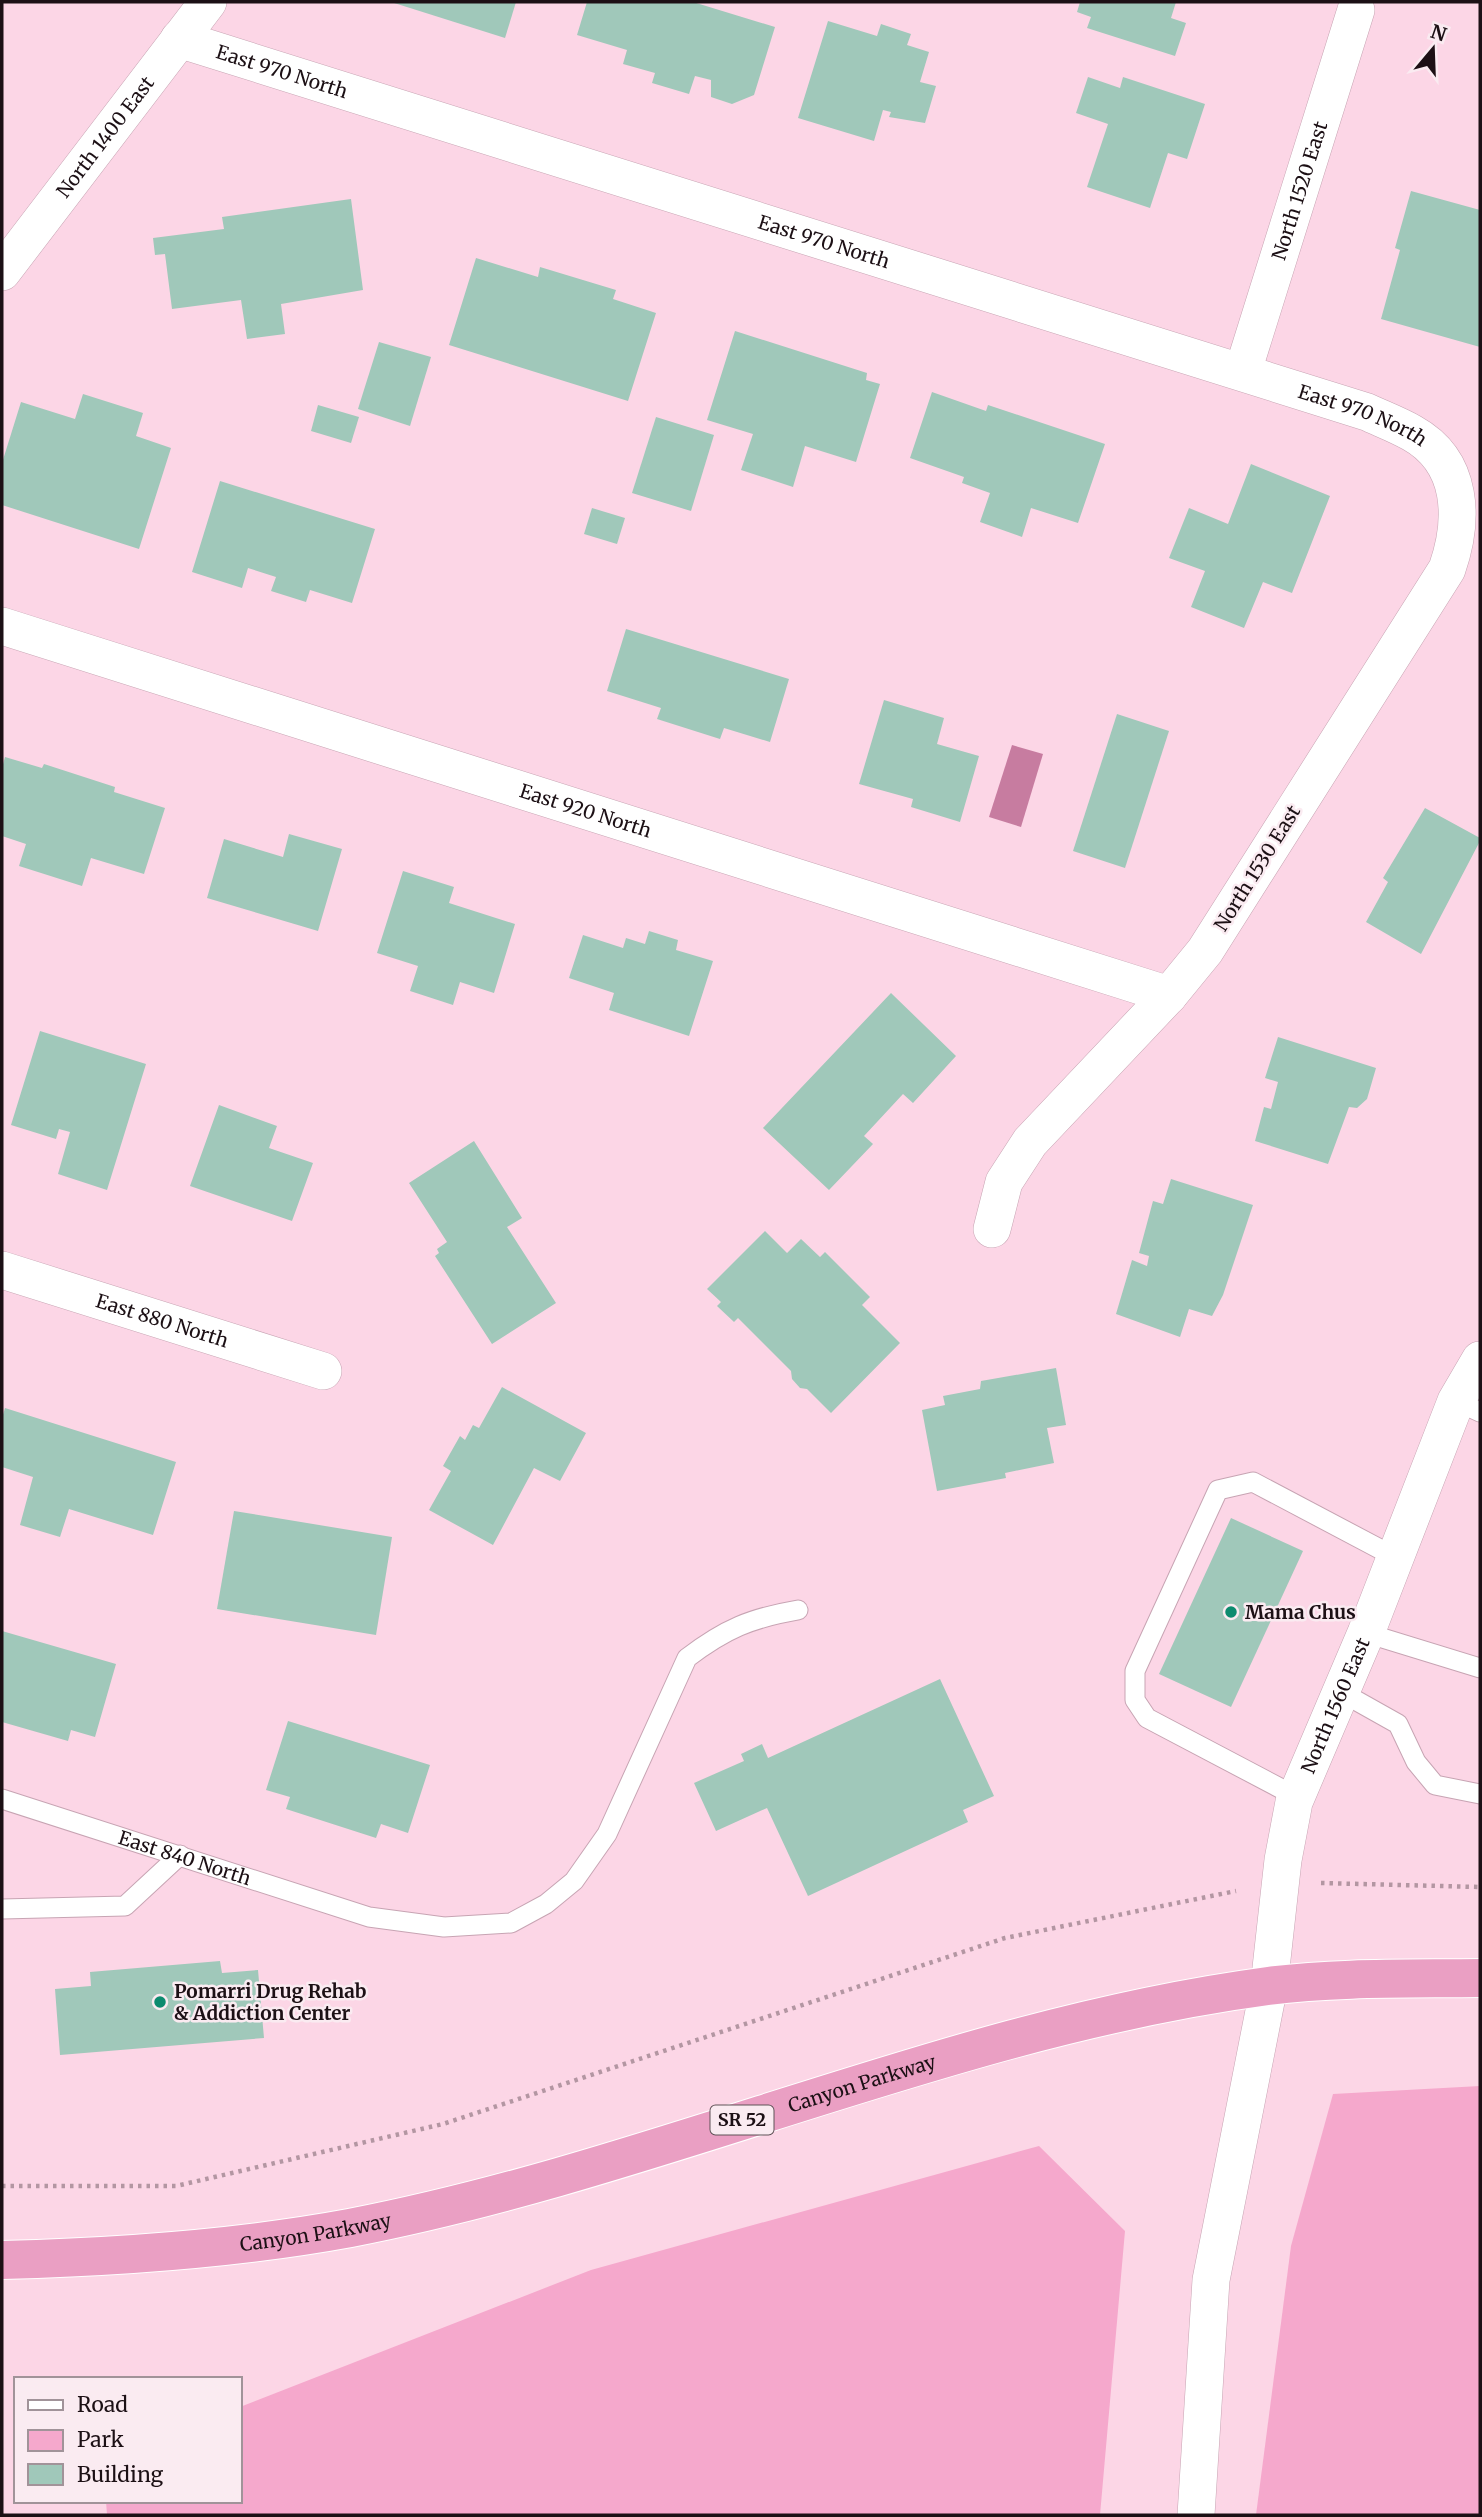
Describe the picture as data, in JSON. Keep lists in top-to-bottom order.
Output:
{
  "streets": {
    "highway": ["Canyon Parkway", "SR 52"],
    "street": [
      "East 970 North",
      "North 1400 East",
      "North 1520 East",
      "East 920 North",
      "North 1530 East",
      "East 880 North",
      "North 1560 East"
    ],
    "lane": ["East 840 North"]
  },
  "crossings": [
    ["East 970 North", "North 1400 East"],
    ["East 970 North", "North 1520 East"],
    ["East 970 North", "North 1530 East"],
    ["East 920 North", "North 1530 East"],
    ["North 1560 East", "Canyon Parkway"]
  ],
  "places": ["Mama Chus", "Pomarri Drug Rehab & Addiction Center"],
  "legend": ["Road", "Park", "Building"],
  "north": "top"
}
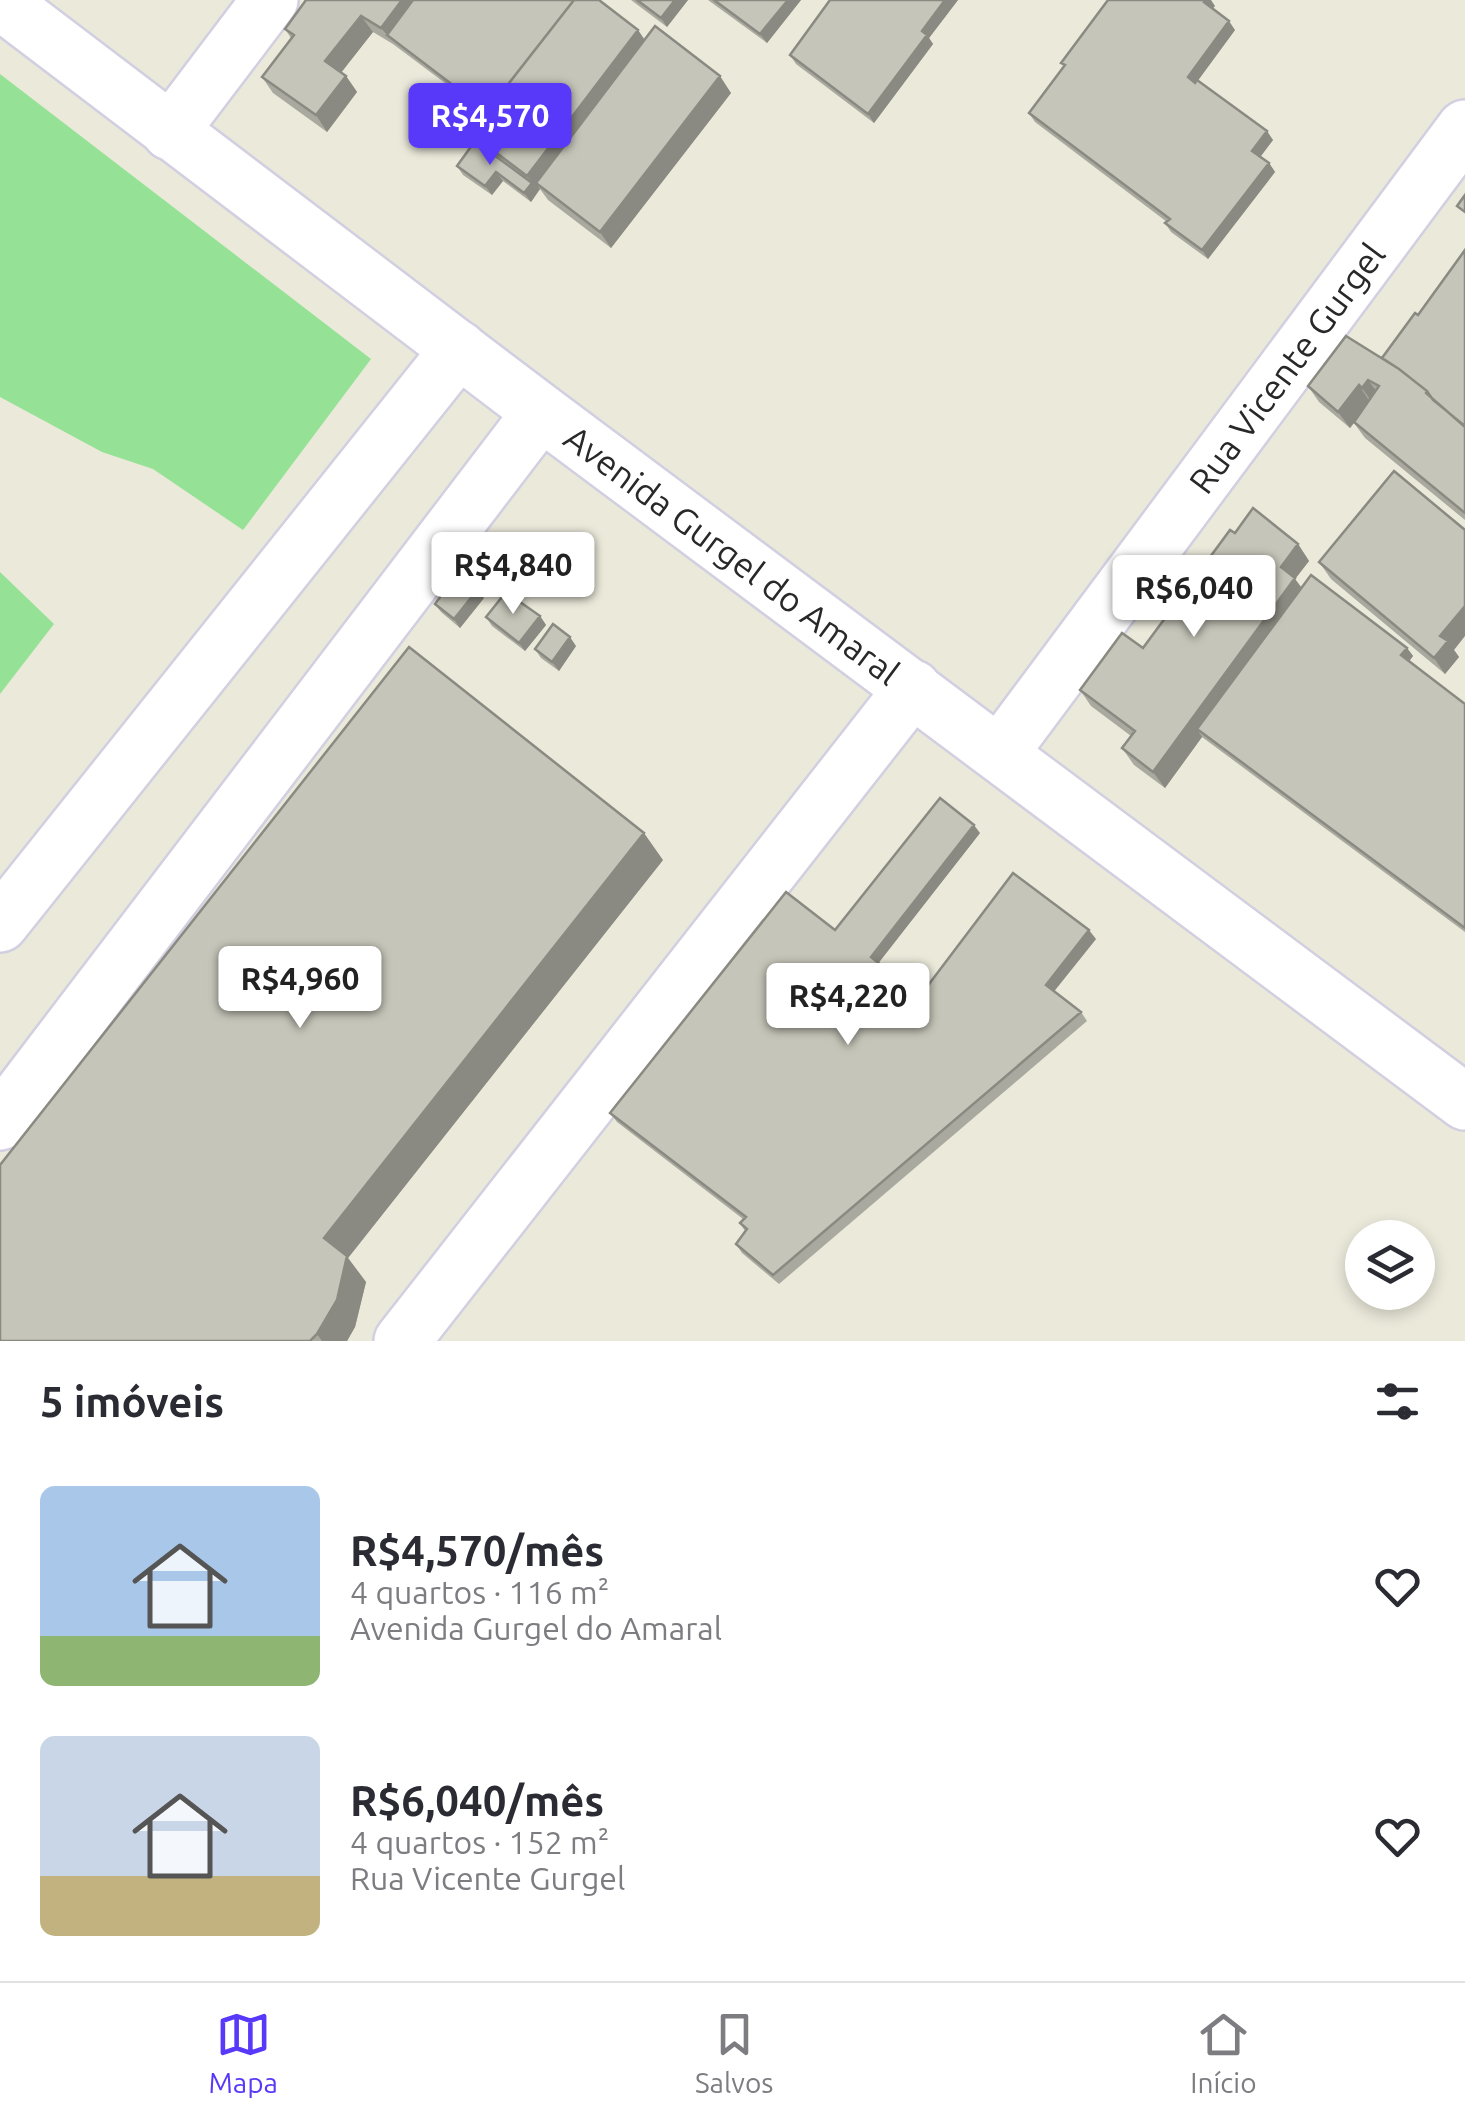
_ _ _ _
REQUIRED WORK -> If pictures appear among the entries above, omit them; repeat everything else verbatim.

WORKED SOLUTION ->
Describe the picture as data, in JSON. Keep lists in top-to-bottom order.
Output:
{
  "streets": {
    "highway": ["Canyon Parkway", "SR 52"],
    "street": [
      "East 970 North",
      "North 1400 East",
      "North 1520 East",
      "East 920 North",
      "North 1530 East",
      "East 880 North",
      "North 1560 East"
    ],
    "lane": ["East 840 North"]
  },
  "crossings": [
    ["East 970 North", "North 1400 East"],
    ["East 970 North", "North 1520 East"],
    ["East 970 North", "North 1530 East"],
    ["East 920 North", "North 1530 East"],
    ["North 1560 East", "Canyon Parkway"]
  ],
  "places": ["Mama Chus", "Pomarri Drug Rehab & Addiction Center"],
  "legend": ["Road", "Park", "Building"],
  "north": "top"
}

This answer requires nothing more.